The response must contain every line below in which "color" appears.
Provided data Block Start
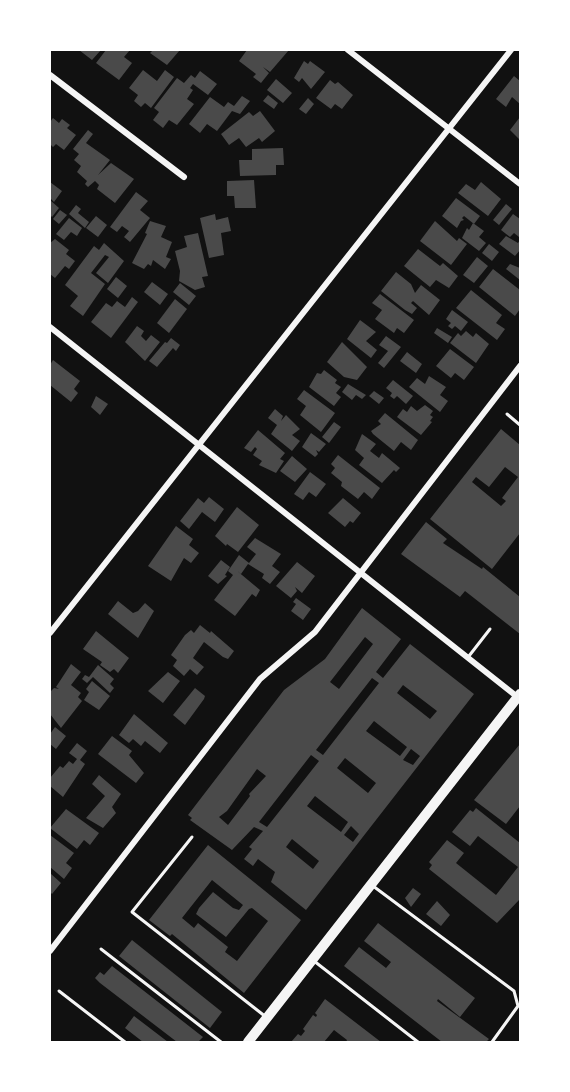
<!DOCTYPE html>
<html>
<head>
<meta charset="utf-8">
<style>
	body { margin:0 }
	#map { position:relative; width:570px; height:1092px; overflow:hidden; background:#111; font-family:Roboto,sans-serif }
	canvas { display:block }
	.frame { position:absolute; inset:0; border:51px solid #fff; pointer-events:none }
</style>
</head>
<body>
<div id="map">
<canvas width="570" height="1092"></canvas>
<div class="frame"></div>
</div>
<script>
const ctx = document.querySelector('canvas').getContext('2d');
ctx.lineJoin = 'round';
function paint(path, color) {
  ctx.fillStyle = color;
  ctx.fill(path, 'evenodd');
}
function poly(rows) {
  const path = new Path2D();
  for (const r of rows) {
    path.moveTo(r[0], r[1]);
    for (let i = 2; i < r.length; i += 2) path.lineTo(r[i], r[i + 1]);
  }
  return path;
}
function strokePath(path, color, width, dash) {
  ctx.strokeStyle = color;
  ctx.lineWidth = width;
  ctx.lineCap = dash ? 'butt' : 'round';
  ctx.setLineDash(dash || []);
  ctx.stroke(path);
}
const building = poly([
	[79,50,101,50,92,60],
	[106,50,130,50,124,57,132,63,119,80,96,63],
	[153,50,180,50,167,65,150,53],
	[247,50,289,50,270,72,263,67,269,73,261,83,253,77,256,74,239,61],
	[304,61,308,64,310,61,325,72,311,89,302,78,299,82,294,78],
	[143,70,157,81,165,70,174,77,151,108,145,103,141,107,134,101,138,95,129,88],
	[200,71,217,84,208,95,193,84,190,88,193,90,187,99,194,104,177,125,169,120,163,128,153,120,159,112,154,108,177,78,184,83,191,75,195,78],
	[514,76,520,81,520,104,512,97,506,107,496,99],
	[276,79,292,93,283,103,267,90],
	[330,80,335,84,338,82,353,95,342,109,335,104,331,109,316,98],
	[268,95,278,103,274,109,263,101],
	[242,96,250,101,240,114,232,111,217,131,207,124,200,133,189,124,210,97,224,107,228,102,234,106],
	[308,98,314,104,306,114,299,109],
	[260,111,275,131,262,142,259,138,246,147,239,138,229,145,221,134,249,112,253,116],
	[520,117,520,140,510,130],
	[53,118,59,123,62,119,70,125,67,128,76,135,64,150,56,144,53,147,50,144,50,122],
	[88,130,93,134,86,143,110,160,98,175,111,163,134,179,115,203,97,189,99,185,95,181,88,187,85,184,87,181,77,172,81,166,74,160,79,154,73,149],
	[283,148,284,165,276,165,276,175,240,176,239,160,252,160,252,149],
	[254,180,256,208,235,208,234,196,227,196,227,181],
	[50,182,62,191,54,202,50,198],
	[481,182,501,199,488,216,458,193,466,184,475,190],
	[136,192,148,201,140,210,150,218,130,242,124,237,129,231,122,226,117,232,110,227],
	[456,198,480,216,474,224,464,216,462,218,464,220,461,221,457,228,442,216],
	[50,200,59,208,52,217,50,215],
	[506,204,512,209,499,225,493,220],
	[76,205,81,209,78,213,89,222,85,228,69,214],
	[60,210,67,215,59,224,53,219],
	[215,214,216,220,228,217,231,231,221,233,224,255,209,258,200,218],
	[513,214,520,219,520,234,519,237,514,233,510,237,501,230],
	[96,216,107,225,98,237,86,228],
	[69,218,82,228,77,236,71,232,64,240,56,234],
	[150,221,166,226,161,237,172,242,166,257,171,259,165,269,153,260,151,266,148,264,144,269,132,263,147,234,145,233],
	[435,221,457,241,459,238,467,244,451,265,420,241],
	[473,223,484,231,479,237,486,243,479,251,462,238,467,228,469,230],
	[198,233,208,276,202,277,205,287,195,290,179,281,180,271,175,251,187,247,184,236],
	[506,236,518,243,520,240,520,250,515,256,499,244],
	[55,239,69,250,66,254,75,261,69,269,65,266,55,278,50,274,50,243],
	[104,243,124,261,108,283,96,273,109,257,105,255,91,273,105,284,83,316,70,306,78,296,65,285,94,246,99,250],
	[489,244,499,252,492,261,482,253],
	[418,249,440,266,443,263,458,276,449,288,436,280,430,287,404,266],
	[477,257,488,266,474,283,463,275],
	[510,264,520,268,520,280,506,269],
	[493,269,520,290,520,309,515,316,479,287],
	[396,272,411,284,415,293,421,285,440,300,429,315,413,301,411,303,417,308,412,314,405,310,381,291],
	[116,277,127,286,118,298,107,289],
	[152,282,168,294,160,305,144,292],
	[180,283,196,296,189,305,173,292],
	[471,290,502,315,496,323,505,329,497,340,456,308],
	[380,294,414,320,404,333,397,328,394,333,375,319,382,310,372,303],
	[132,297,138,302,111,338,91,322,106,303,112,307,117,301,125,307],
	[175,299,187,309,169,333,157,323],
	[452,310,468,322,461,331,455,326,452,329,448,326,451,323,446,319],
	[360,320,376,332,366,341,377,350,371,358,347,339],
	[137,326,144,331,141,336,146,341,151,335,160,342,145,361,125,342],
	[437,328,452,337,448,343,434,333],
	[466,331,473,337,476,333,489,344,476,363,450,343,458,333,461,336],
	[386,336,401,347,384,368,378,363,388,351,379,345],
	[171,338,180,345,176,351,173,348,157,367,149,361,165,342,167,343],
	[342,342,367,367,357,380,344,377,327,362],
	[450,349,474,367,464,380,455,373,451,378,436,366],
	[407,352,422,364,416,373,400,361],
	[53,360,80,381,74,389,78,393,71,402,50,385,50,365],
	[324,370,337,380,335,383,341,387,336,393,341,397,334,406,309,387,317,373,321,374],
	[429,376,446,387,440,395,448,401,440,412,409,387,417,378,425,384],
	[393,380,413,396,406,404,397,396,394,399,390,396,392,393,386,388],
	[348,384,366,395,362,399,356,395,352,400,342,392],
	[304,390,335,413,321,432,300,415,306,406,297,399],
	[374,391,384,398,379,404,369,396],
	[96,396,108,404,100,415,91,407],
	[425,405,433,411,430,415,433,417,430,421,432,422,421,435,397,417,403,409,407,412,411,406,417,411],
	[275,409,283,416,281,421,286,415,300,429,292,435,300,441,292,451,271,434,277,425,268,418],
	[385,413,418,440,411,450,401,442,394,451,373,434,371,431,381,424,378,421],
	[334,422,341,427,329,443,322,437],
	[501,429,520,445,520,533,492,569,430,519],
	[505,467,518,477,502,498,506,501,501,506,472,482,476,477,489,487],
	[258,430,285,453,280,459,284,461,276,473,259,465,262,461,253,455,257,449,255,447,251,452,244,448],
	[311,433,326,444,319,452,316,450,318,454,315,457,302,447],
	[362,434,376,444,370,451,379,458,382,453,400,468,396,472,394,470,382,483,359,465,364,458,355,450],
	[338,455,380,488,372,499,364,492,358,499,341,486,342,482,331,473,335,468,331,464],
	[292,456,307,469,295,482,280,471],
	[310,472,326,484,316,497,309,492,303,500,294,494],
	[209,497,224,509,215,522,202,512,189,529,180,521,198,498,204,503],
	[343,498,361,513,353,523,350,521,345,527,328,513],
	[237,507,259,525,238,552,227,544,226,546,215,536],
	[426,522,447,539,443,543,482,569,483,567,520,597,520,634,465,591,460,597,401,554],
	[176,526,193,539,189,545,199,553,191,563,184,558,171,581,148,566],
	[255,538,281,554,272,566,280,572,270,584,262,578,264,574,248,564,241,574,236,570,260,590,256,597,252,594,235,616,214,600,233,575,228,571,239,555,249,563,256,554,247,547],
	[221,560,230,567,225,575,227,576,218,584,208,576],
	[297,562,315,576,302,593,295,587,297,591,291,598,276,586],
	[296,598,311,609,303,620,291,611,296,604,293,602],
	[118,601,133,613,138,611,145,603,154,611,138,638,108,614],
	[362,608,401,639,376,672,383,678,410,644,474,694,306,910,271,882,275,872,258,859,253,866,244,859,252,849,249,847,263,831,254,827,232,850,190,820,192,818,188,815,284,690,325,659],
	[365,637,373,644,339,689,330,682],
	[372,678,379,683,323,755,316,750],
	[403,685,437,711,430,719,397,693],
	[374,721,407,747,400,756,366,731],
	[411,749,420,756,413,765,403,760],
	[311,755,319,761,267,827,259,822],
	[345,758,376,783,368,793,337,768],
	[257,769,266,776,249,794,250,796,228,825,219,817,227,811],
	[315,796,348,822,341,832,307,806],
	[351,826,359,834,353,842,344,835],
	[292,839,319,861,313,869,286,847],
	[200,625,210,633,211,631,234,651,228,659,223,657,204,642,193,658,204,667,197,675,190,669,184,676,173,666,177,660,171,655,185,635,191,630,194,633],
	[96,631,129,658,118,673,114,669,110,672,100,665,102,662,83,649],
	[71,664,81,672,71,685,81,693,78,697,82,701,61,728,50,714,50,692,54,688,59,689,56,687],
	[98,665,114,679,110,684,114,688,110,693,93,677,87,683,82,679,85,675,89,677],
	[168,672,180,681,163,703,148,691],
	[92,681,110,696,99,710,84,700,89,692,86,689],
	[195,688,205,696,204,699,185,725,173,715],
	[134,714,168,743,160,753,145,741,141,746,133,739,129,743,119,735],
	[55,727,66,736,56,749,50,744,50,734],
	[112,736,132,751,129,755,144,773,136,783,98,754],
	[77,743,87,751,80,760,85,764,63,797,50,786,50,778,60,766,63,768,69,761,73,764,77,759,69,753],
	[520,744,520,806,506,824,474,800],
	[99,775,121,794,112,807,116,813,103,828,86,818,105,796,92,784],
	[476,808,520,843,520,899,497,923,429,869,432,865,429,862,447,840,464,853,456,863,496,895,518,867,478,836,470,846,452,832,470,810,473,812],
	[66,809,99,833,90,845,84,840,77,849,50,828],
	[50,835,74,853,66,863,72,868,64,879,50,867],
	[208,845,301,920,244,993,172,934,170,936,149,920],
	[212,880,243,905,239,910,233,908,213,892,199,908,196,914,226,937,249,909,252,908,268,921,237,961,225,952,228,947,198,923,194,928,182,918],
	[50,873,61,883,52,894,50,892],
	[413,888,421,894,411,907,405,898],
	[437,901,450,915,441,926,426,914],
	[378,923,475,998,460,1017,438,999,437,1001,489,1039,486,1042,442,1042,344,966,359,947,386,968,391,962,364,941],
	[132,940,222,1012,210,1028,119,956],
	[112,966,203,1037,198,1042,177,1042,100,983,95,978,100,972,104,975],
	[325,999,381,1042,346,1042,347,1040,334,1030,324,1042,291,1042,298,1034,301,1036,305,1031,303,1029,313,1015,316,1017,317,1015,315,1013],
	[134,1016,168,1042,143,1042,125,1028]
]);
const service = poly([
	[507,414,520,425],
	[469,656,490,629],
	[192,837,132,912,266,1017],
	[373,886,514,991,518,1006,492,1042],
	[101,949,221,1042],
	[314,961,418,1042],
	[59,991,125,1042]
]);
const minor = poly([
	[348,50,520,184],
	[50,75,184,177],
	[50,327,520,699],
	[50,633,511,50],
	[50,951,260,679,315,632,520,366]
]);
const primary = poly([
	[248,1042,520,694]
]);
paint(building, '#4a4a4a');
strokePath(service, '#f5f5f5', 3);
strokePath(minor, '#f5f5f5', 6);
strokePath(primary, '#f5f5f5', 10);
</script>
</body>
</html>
Provided data Block End
_Exercise solution:_
function paint(path, color) {
  ctx.fillStyle = color;
function strokePath(path, color, width, dash) {
  ctx.strokeStyle = color;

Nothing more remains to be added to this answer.